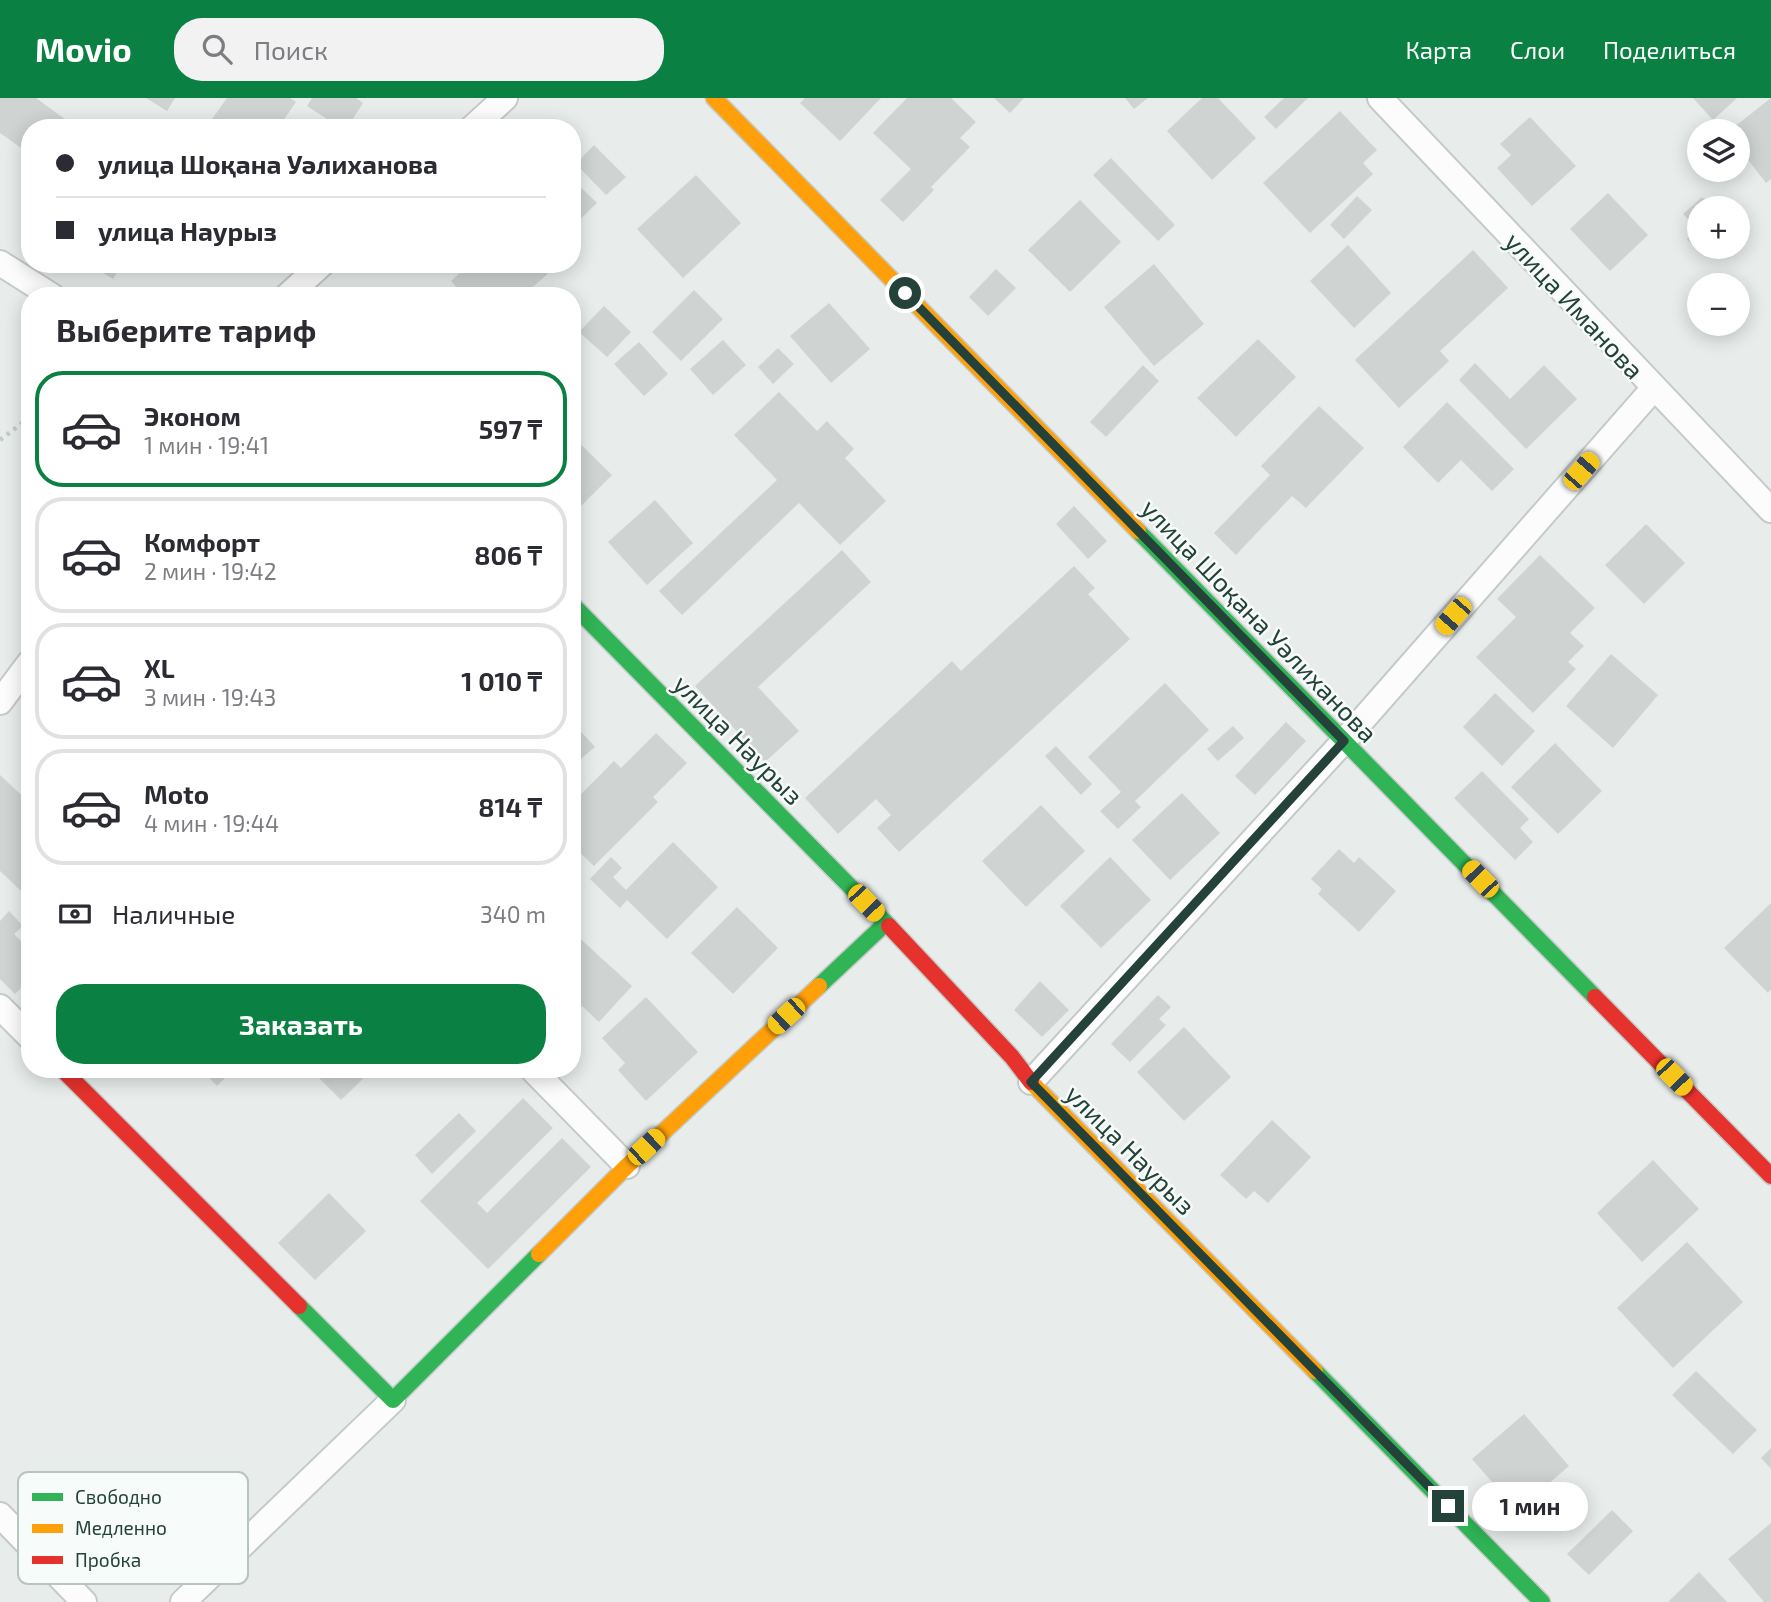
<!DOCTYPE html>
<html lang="ru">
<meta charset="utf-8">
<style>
:root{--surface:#fff;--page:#f2f2f3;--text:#2b2b33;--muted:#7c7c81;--line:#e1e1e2;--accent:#0b8043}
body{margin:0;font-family:"Exo 2",sans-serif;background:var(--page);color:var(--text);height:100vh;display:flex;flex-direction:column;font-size:26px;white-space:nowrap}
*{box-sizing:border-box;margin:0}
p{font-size:23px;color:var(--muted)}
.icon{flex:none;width:38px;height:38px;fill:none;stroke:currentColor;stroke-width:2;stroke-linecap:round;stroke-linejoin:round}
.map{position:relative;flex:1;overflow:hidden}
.drawer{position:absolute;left:21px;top:189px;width:560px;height:791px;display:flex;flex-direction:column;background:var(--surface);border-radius:28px;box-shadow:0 4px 18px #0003}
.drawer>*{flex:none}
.hud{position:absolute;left:21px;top:21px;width:560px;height:154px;border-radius:28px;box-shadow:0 4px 18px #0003;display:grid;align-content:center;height:154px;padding:0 35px;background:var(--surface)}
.buttons{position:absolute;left:1687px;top:21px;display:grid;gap:14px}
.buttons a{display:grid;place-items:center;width:63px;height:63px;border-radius:50%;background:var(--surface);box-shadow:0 4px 18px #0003;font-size:35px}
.end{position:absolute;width:32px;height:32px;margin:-16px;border:9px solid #24423a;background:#fff;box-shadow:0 0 0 4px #fff}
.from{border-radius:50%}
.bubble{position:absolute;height:49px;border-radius:24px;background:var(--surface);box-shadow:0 4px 18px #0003;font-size:23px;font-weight:700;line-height:49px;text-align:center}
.car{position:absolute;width:21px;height:42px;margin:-21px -10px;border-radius:9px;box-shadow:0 0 5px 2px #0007;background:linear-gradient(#f5c518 24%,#345 0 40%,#f5c518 0 76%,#345 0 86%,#f5c518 0)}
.hud b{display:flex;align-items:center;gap:24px;height:66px;font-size:26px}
.hud b+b{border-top:2px solid var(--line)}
.hud i{width:18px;height:18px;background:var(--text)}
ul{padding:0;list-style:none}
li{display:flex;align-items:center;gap:21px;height:116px;margin:0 14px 10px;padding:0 21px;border:4px solid var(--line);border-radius:28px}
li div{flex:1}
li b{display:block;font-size:26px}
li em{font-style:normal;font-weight:700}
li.selected{border-color:var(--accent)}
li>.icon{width:63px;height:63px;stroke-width:1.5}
h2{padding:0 35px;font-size:32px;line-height:84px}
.pay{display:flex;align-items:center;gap:18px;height:77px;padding:0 35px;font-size:26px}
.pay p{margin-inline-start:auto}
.button{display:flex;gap:14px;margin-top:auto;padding:14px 35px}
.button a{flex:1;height:80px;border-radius:28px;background:var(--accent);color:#fff;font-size:28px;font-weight:700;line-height:80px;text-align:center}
header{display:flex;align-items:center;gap:42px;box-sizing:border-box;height:98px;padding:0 35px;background:var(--accent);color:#fff}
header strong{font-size:33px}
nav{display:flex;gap:38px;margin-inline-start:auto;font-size:24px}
.search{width:490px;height:63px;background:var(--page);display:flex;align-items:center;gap:18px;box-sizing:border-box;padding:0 24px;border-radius:28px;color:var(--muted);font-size:26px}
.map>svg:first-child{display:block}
.building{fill:#cfd4d2}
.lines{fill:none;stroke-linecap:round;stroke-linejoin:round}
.street-casing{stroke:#c5cac8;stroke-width:28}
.fast-casing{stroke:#c3cbc8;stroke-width:19}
.slow-casing{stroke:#c3cbc8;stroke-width:19}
.jam-casing{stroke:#c3cbc8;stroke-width:19}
.path{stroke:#c3ccca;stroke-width:4.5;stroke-dasharray:3.5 5;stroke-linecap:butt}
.street{stroke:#fcfcfc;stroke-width:24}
.fast{stroke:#30b455;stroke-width:16}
.slow{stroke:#ff9f0a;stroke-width:16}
.jam{stroke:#e5322d;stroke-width:16}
.route{stroke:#24423a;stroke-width:9}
.labels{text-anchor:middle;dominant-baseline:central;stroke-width:5;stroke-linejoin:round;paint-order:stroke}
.street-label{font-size:26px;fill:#24423a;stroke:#f7fbf9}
.key{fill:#f7fbf9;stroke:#b8c4c0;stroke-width:2}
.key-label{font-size:19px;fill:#24423a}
</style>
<header>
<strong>Movio</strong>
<div class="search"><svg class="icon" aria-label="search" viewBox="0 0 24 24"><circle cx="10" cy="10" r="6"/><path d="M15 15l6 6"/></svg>Поиск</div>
<nav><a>Карта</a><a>Слои</a><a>Поделиться</a></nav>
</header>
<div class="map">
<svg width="1771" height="1504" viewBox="0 0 1771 1504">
<rect width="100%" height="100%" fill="#e8edeb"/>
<g class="building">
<polygon points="0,0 36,0 77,30 30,30 30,56 0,35"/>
<polygon points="146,0 175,0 167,13"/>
<polygon points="227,0 290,0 296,4 278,30 209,30 207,28"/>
<polygon points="312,0 356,0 363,5 347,30 341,30 307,8"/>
<polygon points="805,0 881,0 840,43 800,5"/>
<polygon points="907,0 951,0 976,24 960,40 970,49 931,89 934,92 903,124 880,102 911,71 873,35"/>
<polygon points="994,0 1024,0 1010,15"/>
<polygon points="1125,0 1148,0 1134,11"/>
<polygon points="1202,0 1218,0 1256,40 1212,82 1167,33"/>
<polygon points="1284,0 1308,0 1276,31 1264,19"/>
<polygon points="1693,0 1737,0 1713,22"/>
<polygon points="1771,0 1771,81 1766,85 1738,49 1738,33 1729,33"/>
<polygon points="1340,13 1377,52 1363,65 1373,76 1310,135 1263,85"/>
<polygon points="1530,19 1576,68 1532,108 1497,70 1511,57 1500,46"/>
<polygon points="594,47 626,79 606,97 576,66"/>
<polygon points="1111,60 1175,127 1158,143 1093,77"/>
<polygon points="696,77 741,125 683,180 637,131"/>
<polygon points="572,81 597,105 572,129"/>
<polygon points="1608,95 1648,137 1610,173 1570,131"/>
<polygon points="1357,98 1372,112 1344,141 1330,127"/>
<polygon points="1702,99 1713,110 1699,110 1699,149 1707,149 1700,155 1687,141 1697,131 1683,116"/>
<polygon points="1080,102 1121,144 1070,194 1028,152"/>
<polygon points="1348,147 1391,195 1354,230 1310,183"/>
<polygon points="1473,152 1508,190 1440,253 1449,263 1399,310 1355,262"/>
<polygon points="89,166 122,166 113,181"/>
<polygon points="460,166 550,166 554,170 523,198 464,198 451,183 464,171"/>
<polygon points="1154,166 1204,226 1154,268 1104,209"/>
<polygon points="996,171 1016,190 988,218 969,199"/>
<polygon points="694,192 723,221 681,263 652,234"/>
<polygon points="829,205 870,251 831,285 790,238"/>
<polygon points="604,208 631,234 607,259 579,234"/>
<polygon points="1258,241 1296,279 1236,339 1197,300"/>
<polygon points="723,242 746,267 713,297 690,271"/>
<polygon points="639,244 668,276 644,298 614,266"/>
<polygon points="778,250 794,266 773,286 758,269"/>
<polygon points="1475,265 1510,301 1544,267 1577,301 1526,351 1459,282"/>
<polygon points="1143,267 1159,283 1106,339 1090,324"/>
<polygon points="779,294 817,333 827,323 854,351 845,360 886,403 840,447 799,405 682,517 659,493 777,382 734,337"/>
<polygon points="1447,304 1514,371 1492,393 1461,362 1438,385 1403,349"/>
<polygon points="1319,308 1364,350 1306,410 1292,398 1236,457 1214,435 1270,377 1261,368"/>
<polygon points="572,338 612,377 572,417"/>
<polygon points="655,402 693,445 647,487 608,444"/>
<polygon points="1074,408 1107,443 1088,461 1056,426"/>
<polygon points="1646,426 1685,465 1644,506 1605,467"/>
<polygon points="842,452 871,484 758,589 799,633 765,664 695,588"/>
<polygon points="1540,457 1595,510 1570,535 1584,548 1568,564 1576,571 1533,615 1476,559 1516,519 1497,501"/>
<polygon points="1074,468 1095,490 1088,496 1130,541 899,754 877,730 891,717 876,701 838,736 805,700 952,563 961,573"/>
<polygon points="1611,556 1658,597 1613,650 1566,608"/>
<polygon points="1165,585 1209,632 1135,703 1141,709 1118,731 1100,713 1121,694 1088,659"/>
<polygon points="1495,595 1535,633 1502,668 1463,629"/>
<polygon points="572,624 595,649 572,668"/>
<polygon points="1286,624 1306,643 1255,697 1235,678"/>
<polygon points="1233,628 1244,640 1218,663 1207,651"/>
<polygon points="656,635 687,665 653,699 658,704 594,768 572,747 572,705 614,663 621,670"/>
<polygon points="1555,645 1602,693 1558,736 1511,689"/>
<polygon points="1056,648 1092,686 1081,697 1045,658"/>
<polygon points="1482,673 1529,721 1520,730 1533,744 1515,762 1454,700"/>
<polygon points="0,677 30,705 30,783 21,793 0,773"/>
<polygon points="1182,695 1220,735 1170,782 1132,742"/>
<polygon points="1041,707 1085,753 1026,809 982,763"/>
<polygon points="673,744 718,789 667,841 627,802 620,810 590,781 611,759 622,770 613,779 626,792"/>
<polygon points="1339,751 1354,765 1359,759 1396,793 1359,834 1318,796 1322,791 1311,781"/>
<polygon points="1110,759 1151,802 1101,850 1060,808"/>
<polygon points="1771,805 1771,891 1768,895 1724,850"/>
<polygon points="737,809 778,850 733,896 691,855"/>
<polygon points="9,813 23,828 14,836 30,853 30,881 15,896 0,881 0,823"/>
<polygon points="575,836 632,888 599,924 582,908 572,918 572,839"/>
<polygon points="1040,883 1069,912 1042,939 1014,912"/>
<polygon points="1158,897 1171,909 1159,921 1166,927 1130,964 1111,946"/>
<polygon points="646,899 698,954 646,1003 618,972 625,965 602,940"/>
<polygon points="1184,929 1231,979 1184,1023 1137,974"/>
<polygon points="201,971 234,971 217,988"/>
<polygon points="310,971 373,971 341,1002"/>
<polygon points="523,1000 553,1030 477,1105 487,1115 562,1040 591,1069 488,1171 420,1103"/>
<polygon points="459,1015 476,1033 432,1076 415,1057"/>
<polygon points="1272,1022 1311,1059 1268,1105 1254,1093 1246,1101 1220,1077"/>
<polygon points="1653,1062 1699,1111 1642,1164 1597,1115"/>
<polygon points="329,1095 366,1133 315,1182 278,1145"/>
<polygon points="1687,1144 1743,1204 1673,1270 1617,1210"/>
<polygon points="1696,1273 1757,1332 1733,1356 1672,1297"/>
<polygon points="1524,1316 1569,1368 1517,1413 1472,1361"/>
<polygon points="1771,1350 1771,1371 1761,1360"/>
<polygon points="1612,1412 1633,1433 1589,1477 1567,1456"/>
<polygon points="1771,1425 1771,1504 1764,1504 1728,1461"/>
<polygon points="1699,1474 1727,1504 1668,1504"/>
</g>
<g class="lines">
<g class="street-casing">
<g id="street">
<polyline points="1380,0 1771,412"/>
<polyline points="472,30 505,0"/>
<polyline points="0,165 52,198"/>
<polyline points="287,198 322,166"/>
<polyline points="0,604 30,564"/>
<polyline points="0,909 30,939"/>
<polyline points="532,971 627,1068"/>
<polyline points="1031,984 1344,643 1654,290"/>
<polyline points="0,1417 84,1504"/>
<polyline points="183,1504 393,1302"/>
</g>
</g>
<g class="fast-casing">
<g id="fast">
<polyline points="1138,433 1595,899"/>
<polyline points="572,506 889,828"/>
<polyline points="819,888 886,825"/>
<polyline points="299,1208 393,1302 539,1156"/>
<polyline points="1315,1273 1542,1504"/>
</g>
</g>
<g class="slow-casing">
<g id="slow">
<polyline points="714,0 1138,433"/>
<polyline points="1031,984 1315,1273"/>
<polyline points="539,1156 627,1068 819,888"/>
</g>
</g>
<g class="jam-casing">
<g id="jam">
<polyline points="889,828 1012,959 1031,984"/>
<polyline points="1595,899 1771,1078"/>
<polyline points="62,971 299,1208"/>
</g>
</g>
<polyline class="path" points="0,342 30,319"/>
<use href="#street" class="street"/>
<use href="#fast" class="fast"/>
<use href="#slow" class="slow"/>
<use href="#jam" class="jam"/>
</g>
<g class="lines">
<polyline class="route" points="905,195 1344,643 1031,984 1448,1408"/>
</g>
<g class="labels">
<g class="street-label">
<text transform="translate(1575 207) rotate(47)">улица Иманова</text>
<text transform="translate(1260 522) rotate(46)">улица Шоқана Уәлиханова</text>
<text transform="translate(739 641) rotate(45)">улица Наурыз</text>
<text transform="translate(1131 1051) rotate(45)">улица Наурыз</text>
</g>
</g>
<rect x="18" y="1374" width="230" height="112" rx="10" class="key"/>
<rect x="32" y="1395" width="31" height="8" fill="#30b455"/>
<rect x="32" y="1426" width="31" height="9" fill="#ff9f0a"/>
<rect x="32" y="1458" width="31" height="8" fill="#e5322d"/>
<g class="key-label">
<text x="75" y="1406">Свободно</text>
<text x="75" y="1437">Медленно</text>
<text x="75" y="1469">Пробка</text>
</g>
</svg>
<div class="buttons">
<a><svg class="icon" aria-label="layers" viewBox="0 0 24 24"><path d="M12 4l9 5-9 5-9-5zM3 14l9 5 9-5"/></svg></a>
<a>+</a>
<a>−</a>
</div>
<i class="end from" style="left:905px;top:195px"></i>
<i class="end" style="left:1448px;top:1408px"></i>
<div class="bubble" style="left:1472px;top:1384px;width:116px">1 мин</div>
<i class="car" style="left:1581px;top:373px;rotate:41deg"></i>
<i class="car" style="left:1453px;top:518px;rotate:221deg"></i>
<i class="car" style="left:1480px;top:781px;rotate:316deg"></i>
<i class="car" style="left:866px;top:805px;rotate:136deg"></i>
<i class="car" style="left:786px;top:918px;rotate:227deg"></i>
<i class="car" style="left:1674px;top:979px;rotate:136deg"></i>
<i class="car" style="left:646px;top:1049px;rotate:47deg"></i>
<div class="hud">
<b><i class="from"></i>улица Шоқана Уәлиханова</b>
<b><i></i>улица Наурыз</b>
</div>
<section class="drawer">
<h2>Выберите тариф</h2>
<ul>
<li class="selected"><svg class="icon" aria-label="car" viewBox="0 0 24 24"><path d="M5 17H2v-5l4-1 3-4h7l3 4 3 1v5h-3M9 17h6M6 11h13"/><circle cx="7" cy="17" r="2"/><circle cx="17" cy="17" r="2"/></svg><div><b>Эконом</b><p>1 мин · 19:41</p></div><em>597 ₸</em></li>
<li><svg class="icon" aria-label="car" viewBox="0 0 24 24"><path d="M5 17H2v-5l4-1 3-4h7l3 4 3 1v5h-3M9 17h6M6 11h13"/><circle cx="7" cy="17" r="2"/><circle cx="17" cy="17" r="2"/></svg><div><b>Комфорт</b><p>2 мин · 19:42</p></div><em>806 ₸</em></li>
<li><svg class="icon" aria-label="car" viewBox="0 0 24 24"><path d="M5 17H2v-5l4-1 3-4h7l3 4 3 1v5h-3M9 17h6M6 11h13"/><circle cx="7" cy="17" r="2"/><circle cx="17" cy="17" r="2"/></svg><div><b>XL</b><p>3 мин · 19:43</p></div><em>1 010 ₸</em></li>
<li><svg class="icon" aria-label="car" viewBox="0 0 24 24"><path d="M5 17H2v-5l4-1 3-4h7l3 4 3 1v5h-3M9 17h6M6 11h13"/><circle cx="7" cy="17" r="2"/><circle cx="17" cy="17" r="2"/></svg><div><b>Moto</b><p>4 мин · 19:44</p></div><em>814 ₸</em></li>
</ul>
<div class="pay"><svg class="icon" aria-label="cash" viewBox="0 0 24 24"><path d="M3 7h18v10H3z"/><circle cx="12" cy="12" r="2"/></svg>Наличные<p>340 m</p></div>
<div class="button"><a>Заказать</a></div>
</section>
</div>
========================================================================
- EXERCISE AIM: Please copy each line of the material that has the string "column" somewhere in it.

- WRITTEN SOLUTION:
body{margin:0;font-family:"Exo 2",sans-serif;background:var(--page);color:var(--text);height:100vh;display:flex;flex-direction:column;font-size:26px;white-space:nowrap}
.drawer{position:absolute;left:21px;top:189px;width:560px;height:791px;display:flex;flex-direction:column;background:var(--surface);border-radius:28px;box-shadow:0 4px 18px #0003}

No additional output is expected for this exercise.